For me, these questions yield painful longing, because I know they expose all the so-called limits as fear, doubt, delusion, pessimism, and all other manner of flimsy constructions built up over a lifetime.
It is uncomfortable to face the ruins in one’s own life, knowing no one else is responsible for them but oneself. Some people have ruined relationships. Others have ruined dreams or careers. Some, despite having all the material riches in the world, have ruins of their deepest and most authentic selves. And the more we let fear limit us, the more we box ourselves in, the harder it gets. But it’s all a trick, a mental game. We all have the ability to think and therefore to grow.
This is nothing new. Marcus Aurelius, one of the great Roman emperors, had the same discovery long ago: that the things we think about determine the quality of our minds, that our souls take on the color of our thoughts. Your own unique creativity can be the torch that reveals your limits for what they really are: a threshold, a gateway, not a wall.
“The awakening to the beauty of your creativity can totally change the way you view limits. When you see the limit not as a confining barrier but as a threshold, you are already beyond. The beauty of imagination helps you to see the limit as an invitation to venture forth and view the world and your role in it as full of beautiful possibilities.” — John O’Donohue
Your ability to create in your mind what hasn’t yet been made real, to see yourselves beyond the myopic lens of the here and now — that is a gift we all have, and can all nurture still, in darkness and in light.
It can open up the world and show us that we still have a place in it. Perhaps different than the place we have now. Perhaps not the place we’d had in mind in our youth.
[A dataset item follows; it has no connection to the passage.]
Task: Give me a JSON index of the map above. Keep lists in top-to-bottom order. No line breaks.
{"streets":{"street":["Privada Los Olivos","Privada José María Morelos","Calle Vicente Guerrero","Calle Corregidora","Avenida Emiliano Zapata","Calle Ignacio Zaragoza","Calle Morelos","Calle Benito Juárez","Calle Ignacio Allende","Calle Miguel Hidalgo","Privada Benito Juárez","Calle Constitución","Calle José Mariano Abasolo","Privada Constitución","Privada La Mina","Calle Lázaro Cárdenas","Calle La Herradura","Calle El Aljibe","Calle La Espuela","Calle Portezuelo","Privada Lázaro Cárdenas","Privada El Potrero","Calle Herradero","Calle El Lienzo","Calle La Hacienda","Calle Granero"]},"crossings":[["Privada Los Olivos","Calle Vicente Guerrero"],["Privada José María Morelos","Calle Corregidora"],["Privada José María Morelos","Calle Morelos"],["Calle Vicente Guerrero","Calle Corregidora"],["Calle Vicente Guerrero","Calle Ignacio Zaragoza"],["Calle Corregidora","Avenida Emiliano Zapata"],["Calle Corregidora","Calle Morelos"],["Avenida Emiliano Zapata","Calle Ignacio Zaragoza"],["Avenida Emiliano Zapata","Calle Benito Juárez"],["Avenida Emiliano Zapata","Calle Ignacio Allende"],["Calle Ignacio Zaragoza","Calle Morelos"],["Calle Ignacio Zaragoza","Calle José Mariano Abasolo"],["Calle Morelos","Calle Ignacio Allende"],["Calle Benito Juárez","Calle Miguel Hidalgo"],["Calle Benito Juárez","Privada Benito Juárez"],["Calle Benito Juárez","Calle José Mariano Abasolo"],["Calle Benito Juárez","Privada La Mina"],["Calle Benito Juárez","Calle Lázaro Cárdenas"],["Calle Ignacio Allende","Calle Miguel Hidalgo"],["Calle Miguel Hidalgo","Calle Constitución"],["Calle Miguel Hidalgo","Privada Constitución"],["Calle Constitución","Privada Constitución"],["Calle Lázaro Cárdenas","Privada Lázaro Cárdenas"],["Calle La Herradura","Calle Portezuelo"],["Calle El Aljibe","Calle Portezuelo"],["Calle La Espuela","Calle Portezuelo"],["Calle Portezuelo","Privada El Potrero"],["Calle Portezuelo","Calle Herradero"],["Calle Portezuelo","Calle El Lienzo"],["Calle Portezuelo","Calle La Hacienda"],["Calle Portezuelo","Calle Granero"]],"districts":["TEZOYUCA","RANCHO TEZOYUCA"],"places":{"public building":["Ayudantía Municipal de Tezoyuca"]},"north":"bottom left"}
But a place nonetheless, full of beautiful possibilities.
If we rekindle our ability to think, to dream, to imagine, and then to act, we can rise up out of the dirt and breathe that clean air again. And all the lies we’d seen and lived, we’ll realize were just the deceitful grit in our eyes. There is still something better out there. There is still life that needs living. Not just living to get by, but joyfully, meaningfully, in spite of all the afflictions of being on this side of the ground. And to do that, we must think and act in a way that nurtures the kind of tomorrow we really want, not the one we think we have to settle for.
Dare to create your life, and re-create it, as often as you must.
Possibility is the gift of creativity.